I. L’exclusion de principe des services financiers

Les contrats de services financiers, parce qu’ils sont régis par des pratiques séculaires où l’intuitu personae est prégnant et le secret la règle, les contrats de services financiers sont exclus du champ d’application du Code des marchés publics (CMP), sauf s’ils sont conclus en relation avec un achat ou une location immobilière.Ainsi, l’article 3, alinéa 5, du CMP exclut du Code les « accords-cadres et marchés de services financiers relatifs à l'émission, à l'achat, à la vente et au transfert de titres ou d'autres instruments financiers et à des opérations d'approvisionnement en argent ou en capital des pouvoirs adjudicateurs, sous réserve des dispositions du 3° ».Les dispositions du 3° alinéa indiquent quant à elles l’exclusion du Code des « accords-cadres et marchés de services qui ont pour objet l'acquisition ou la location, quelles qu'en soient les modalités financières, de terrains, de bâtiments existants ou d'autres biens immeubles, ou qui concernent d'autres droits sur ces biens ; toutefois, les contrats de services financiers conclus en relation avec le contrat d'acquisition ou de location, sous quelque forme que ce soit, entrent dans le champ d'application du présent code ».Les services financiers, lorsqu’ils sont soumis au CMP, dépendent alors de l’article 29 du Code où ils sont listés (CMP, art. 29, al. 6). Ils ne relèvent donc pas du formalisme allégé prévu par l’article 30 du CMP. C’est le cas, par exemple, des contrats de courtage d’emprunts (TC, 14 février 2000, Commune de Baie-Mahault et Société Rhoddlams, n° 03138).Il en résulte que si le contrat de service financier relève du CMP, il sera un contrat administratif. Sinon il sera un contrat de droit privé, à moins que la collectivité y introduise des clauses exorbitantes, ce qui est rarement le cas (Civ. 1re, 24 octobre 2000, Commune de Saint-Valéry-sur-Somme, n° 98-19978). 
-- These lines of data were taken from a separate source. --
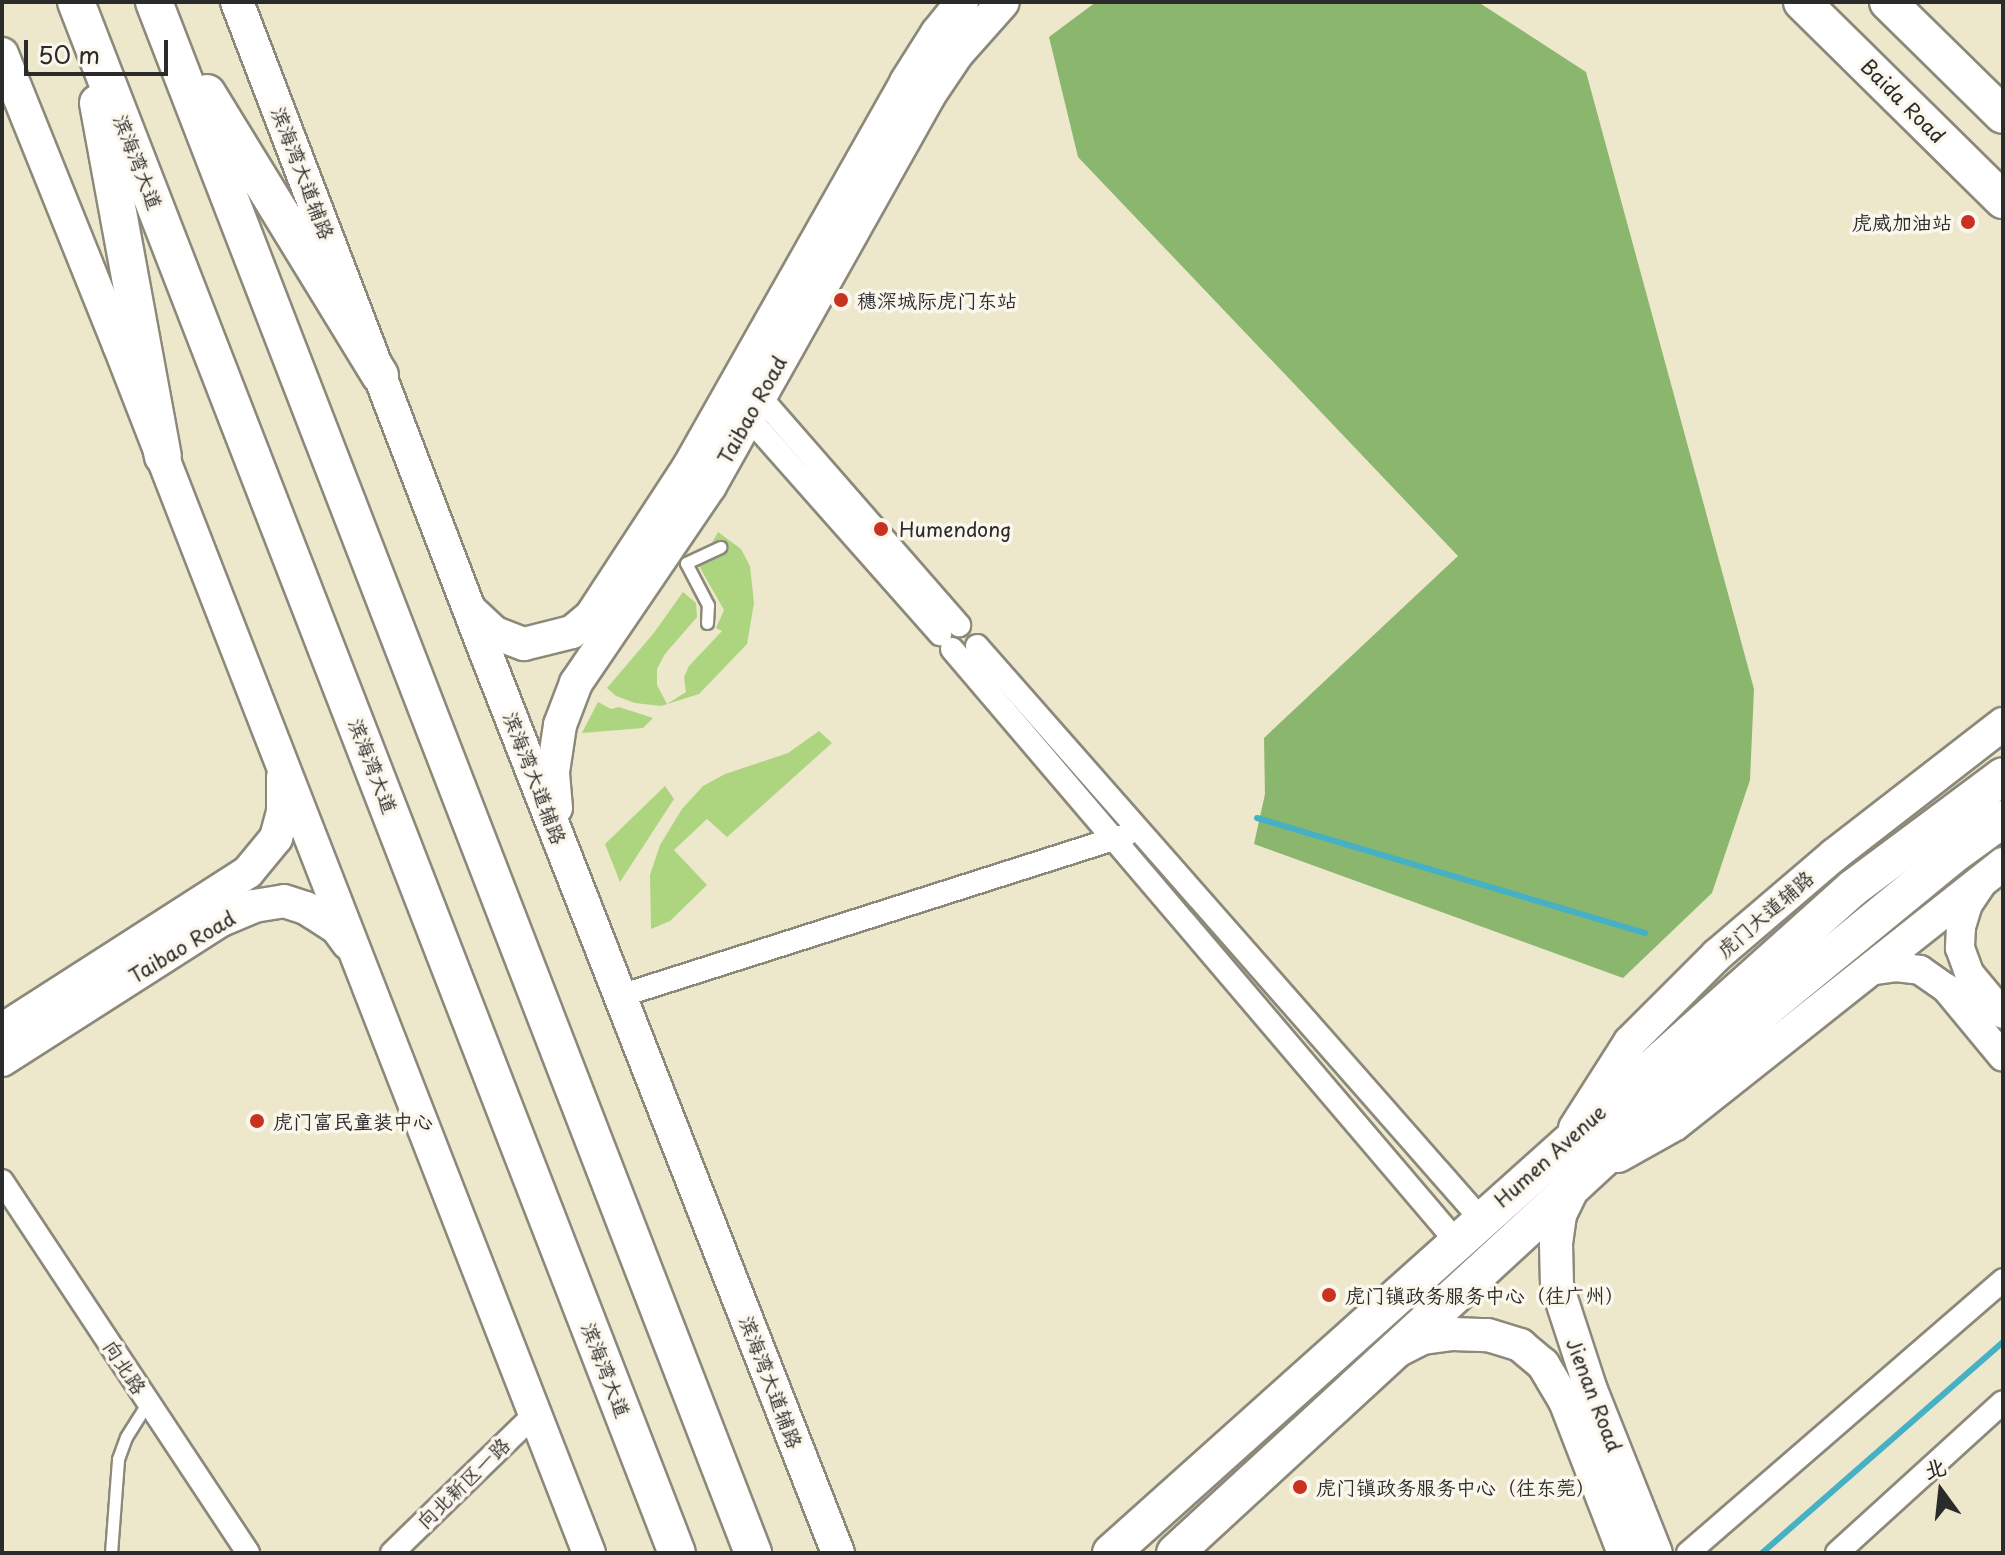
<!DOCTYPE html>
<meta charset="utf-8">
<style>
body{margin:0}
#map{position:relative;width:2005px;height:1555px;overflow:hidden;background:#ede7cb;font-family:"Playpen Sans","LXGW WenKai TC",sans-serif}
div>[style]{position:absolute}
.green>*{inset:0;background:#add580}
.forest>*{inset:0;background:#8ab66e}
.stream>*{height:6px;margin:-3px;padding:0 3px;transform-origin:3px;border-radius:3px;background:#46b0c4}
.roads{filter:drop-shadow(2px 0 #8c897b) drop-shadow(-2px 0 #8c897b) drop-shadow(0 2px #8c897b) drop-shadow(0 -2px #8c897b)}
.service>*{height:11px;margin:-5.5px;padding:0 5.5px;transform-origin:5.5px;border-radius:5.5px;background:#fff}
.minor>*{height:22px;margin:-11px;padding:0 11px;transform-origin:11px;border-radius:11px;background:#fff}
.tertiary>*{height:28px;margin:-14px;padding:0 14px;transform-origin:14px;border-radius:14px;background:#fff}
.secondary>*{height:32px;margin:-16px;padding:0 16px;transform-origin:16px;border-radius:16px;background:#fff}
.primary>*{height:36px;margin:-18px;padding:0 18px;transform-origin:18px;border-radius:18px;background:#fff}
.dots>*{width:22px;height:22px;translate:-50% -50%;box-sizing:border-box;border:4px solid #fbf7ec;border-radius:50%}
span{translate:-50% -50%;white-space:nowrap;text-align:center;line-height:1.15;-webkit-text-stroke:7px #fbf7ec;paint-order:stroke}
.street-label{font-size:20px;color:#2b2b2b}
.poi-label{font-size:20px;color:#2b2b2b}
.right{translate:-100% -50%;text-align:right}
.left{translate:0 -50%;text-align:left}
.frame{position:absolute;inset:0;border:4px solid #2b2b2b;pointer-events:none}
.north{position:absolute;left:1901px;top:1451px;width:80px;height:80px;-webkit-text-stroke:6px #fbf7ec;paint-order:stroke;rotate:345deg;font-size:22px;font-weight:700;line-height:32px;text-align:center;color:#2b2b2b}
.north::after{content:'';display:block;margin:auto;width:28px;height:36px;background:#2b2b2b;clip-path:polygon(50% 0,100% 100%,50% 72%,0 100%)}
.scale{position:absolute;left:24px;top:40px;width:144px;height:36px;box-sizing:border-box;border:4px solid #2b2b2b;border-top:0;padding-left:10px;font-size:24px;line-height:28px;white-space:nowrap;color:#2b2b2b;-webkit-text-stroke:6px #fbf7ec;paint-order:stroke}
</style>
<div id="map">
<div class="green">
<i style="clip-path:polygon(718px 532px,741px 549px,750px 566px,754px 603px,747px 644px,699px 694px,661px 706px,635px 703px,616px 696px,607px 688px,653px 634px,683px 592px,696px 603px,697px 617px,665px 654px,657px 669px,657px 685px,667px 704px,686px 692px,684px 677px,689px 666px,722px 631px,716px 628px,724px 610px,699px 566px)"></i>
<i style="clip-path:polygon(598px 702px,611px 709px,619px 707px,653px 718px,643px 728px,582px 733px)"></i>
<i style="clip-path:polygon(819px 731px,832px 743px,727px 837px,707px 819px,674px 850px,707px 885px,670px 921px,651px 929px,650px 875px,660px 845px,682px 809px,703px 786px,725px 774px,788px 753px)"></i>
<i style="clip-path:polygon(665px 786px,674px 799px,620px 882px,605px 844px)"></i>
</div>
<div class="forest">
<i style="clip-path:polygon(1096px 2px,1478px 2px,1586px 72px,1754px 689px,1750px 780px,1712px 893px,1623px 978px,1254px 844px,1265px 794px,1264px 738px,1458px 556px,1078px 157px,1049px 37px)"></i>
</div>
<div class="stream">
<i style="left:1257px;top:818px;width:405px;rotate:16.5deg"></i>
<i style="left:1762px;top:1553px;width:320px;rotate:-41.2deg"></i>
</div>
<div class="roads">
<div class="service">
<i style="left:707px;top:623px;width:18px;rotate:-87deg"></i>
<i style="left:708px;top:605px;width:47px;rotate:-117.6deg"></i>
<i style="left:686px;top:563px;width:38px;rotate:-25deg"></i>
<i style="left:111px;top:1553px;width:94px;rotate:-85.7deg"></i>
<i style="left:118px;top:1459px;width:23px;rotate:-70deg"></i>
<i style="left:126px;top:1437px;width:41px;rotate:-57.8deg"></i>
</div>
<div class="minor">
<i style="left:760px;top:397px;width:303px;rotate:48.9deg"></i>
<i style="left:748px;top:417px;width:290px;rotate:48.5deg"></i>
<i style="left:977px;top:646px;width:763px;rotate:48.67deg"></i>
<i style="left:952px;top:649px;width:777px;rotate:49.59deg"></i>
<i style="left:620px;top:996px;width:531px;rotate:-17.65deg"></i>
<i style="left:2px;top:1181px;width:446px;rotate:56.5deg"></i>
<i style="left:392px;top:1553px;width:199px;rotate:-44.2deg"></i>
<i style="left:1688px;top:1553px;width:417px;rotate:-40.9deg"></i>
<i style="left:1837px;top:1553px;width:224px;rotate:-42.3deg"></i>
</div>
<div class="tertiary">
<i style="left:1983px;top:882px;width:27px;rotate:124deg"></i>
<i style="left:1968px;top:904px;width:24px;rotate:107deg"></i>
<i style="left:1961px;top:927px;width:21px;rotate:93deg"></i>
<i style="left:1960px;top:948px;width:27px;rotate:70deg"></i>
<i style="left:1969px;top:973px;width:53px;rotate:50.3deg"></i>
<i style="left:1869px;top:971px;width:27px;rotate:-8deg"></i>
<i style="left:1896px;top:967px;width:24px;rotate:7deg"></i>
<i style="left:1920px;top:970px;width:32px;rotate:35deg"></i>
<i style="left:1946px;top:988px;width:89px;rotate:50.4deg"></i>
</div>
<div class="secondary">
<i style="left:237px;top:2px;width:686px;rotate:69.08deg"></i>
<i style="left:482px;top:643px;width:977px;rotate:68.63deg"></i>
<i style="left:2px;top:54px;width:314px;rotate:68.1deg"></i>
<i style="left:119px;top:345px;width:1296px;rotate:68.74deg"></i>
<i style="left:470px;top:610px;width:34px;rotate:43deg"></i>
<i style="left:495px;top:633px;width:31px;rotate:21deg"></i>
<i style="left:524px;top:644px;width:49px;rotate:-14deg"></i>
<i style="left:572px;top:632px;width:25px;rotate:-40deg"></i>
<i style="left:591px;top:616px;width:177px;rotate:-56.8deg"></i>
<i style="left:688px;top:468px;width:443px;rotate:-60.5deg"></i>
<i style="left:906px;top:82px;width:58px;rotate:-57.7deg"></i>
<i style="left:937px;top:33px;width:40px;rotate:-51deg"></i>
<i style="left:556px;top:808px;width:36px;rotate:-95deg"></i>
<i style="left:553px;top:772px;width:48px;rotate:-81.5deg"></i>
<i style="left:560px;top:725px;width:45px;rotate:-69.1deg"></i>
<i style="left:576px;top:683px;width:238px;rotate:-55.8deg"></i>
<i style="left:710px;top:486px;width:446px;rotate:-60.7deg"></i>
<i style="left:928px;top:97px;width:52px;rotate:-56deg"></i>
<i style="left:957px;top:54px;width:69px;rotate:-48.5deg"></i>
<i style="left:2px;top:1030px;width:292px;rotate:-32.7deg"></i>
<i style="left:248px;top:872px;width:44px;rotate:-50.5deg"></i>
<i style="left:276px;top:838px;width:28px;rotate:-75deg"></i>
<i style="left:283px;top:811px;width:34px;rotate:-90deg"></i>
<i style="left:2px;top:1060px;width:258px;rotate:-32.6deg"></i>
<i style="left:219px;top:921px;width:38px;rotate:-23deg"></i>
<i style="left:254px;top:906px;width:30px;rotate:-9deg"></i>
<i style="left:284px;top:901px;width:23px;rotate:18deg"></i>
<i style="left:306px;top:908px;width:37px;rotate:33deg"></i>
<i style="left:337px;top:928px;width:19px;rotate:54deg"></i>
<i style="left:1575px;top:1128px;width:102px;rotate:-57.4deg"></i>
<i style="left:1630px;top:1042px;width:123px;rotate:-45deg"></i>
<i style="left:1717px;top:955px;width:154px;rotate:-40.5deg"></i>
<i style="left:1834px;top:855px;width:214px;rotate:-37.8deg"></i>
<i style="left:1618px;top:1156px;width:65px;rotate:-29.3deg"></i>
<i style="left:1675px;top:1124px;width:419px;rotate:-38.4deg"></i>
<i style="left:1574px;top:1186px;width:32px;rotate:116deg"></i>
<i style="left:1560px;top:1215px;width:29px;rotate:98deg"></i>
<i style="left:1556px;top:1244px;width:42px;rotate:88.6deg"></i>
<i style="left:1557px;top:1286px;width:109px;rotate:71.9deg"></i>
<i style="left:1591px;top:1390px;width:175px;rotate:68.3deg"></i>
<i style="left:1399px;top:1350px;width:27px;rotate:-27deg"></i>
<i style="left:1423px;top:1338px;width:30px;rotate:-8deg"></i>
<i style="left:1453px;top:1334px;width:35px;rotate:2deg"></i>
<i style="left:1488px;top:1335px;width:34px;rotate:17deg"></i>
<i style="left:1520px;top:1345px;width:30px;rotate:40deg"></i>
<i style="left:1543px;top:1364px;width:43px;rotate:59.3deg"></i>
<i style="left:1565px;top:1401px;width:163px;rotate:68.8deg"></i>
</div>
<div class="primary">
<i style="left:76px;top:2px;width:1663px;rotate:68.82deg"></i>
<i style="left:154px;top:2px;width:1663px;rotate:68.88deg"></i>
<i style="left:1802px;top:2px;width:282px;rotate:44.6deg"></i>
<i style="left:1888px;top:2px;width:161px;rotate:44.5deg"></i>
<i style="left:207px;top:93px;width:331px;rotate:58.5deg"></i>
<i style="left:98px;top:103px;width:359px;rotate:79.6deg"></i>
<i style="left:1111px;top:1553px;width:996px;rotate:-41.87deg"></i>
<i style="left:1853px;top:888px;width:187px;rotate:-36.7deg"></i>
<i style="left:1175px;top:1553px;width:807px;rotate:-42.64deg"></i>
<i style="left:1769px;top:1006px;width:237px;rotate:-39.3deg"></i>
<i style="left:1952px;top:856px;width:63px;rotate:-36deg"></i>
</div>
</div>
<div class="dots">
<i style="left:1968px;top:222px;background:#c8321e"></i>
<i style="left:841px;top:300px;background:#c8321e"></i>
<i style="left:881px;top:529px;background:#c8321e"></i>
<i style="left:257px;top:1121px;background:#c8321e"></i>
<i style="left:1329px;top:1295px;background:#c8321e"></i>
<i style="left:1300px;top:1487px;background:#c8321e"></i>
</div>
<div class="street-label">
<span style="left:1903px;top:101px;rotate:45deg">Baida Road</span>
<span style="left:138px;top:162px;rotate:69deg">滨海湾大道</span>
<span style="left:303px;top:173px;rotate:69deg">滨海湾大道辅路</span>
<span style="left:752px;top:410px;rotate:-61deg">Taibao Road</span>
<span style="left:373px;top:766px;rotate:69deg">滨海湾大道</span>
<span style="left:535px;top:778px;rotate:69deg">滨海湾大道辅路</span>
<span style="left:1765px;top:914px;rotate:-41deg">虎门大道辅路</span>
<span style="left:182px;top:947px;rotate:-31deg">Taibao Road</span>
<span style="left:1550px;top:1156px;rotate:-42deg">Humen Avenue</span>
<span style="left:125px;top:1367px;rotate:57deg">向北路</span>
<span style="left:606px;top:1370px;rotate:69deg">滨海湾大道</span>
<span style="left:771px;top:1382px;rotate:69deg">滨海湾大道辅路</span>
<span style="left:1594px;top:1395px;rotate:69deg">Jienan Road</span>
<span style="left:463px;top:1483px;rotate:-44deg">向北新区一路</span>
</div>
<div class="poi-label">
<span class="right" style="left:1952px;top:222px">虎威加油站</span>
<span class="left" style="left:857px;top:300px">穗深城际虎门东站</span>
<span class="left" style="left:899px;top:529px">Humendong</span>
<span class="left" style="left:273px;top:1121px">虎门富民童装中心</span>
<span class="left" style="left:1345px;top:1295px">虎门镇政务服务中心（往广州）</span>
<span class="left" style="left:1316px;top:1487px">虎门镇政务服务中心（往东莞）</span>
</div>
<div class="frame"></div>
<div class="north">北</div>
<div class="scale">50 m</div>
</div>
II.  La problématique des emprunts

Le décret n° 2005-601 du 27 mai 2005 avait exclu du CMP les emprunts destinés à la couverture d'un besoin de financement ou de trésorerie des pouvoirs adjudicateurs. Suite à la jurisprudence du Conseil d’État du 23 février 2005, Association pour la transparence et la moralité des marchés publics, n° 264712, les emprunts avait été expressément soumis au champ d’application du Code des marchés publics, car cela contrevenait à la directive européenne 92/50 du 18 juin 1992. Avec le Code des marchés publics 2006, « les opérations d'approvisionnement en argent ou en capital », c'est-à-dire les emprunts, sont de nouveau exclus du champ d’application du Code, exclusion permise par l’entrée en vigueur de la directive européenne 2004/18 et de son article 16 d.  En effet, l’article 16 d de cette directive ajoute comme exclusion à son champ d’application « les opérations d'approvisionnement en argent ou en capital », autrement dit les emprunts. Simple concession politique de la part de la Commission européenne, cette dernière reste cependant réticente à cette exclusion du champ des directives des marchés publics, ce qui explique que la proposition de nouvelle directive par la Commission européenne du 20 décembre 2011 semble expressément soumettre les emprunts au droit des marchés publics. En effet, elle supprime, cette fois-ci, la phrase concernant « les opérations d'approvisionnement en argent ou en capital » à l’article 10 d relatif aux exclusions spécifiques pour les marchés de services.La volonté de la Commission de soumettre les emprunts au champ d’application de la directive sur les marchés publics s’explique par la nécessité juridique de respecter le contenu de l’accord sur les marchés publics (AMP). En effet, l’accord AMP, en son annexe 4, spécifie les services, que la liste en soit positive ou négative, qui sont visés ou concernés par  l’accord. La seule exclusion à l’accord concernant les services financiers est celle relative aux « marchés des services financiers relatifs à l'émission, à l'achat, à la vente et au transfert de titres ou d'autres instruments financiers, ainsi que des services prestés par des banques centrales ».C’est dans ce contexte que la position française est en train d’évoluer sur le sujet, plus spécifiquement concernant les emprunts dits « toxiques ».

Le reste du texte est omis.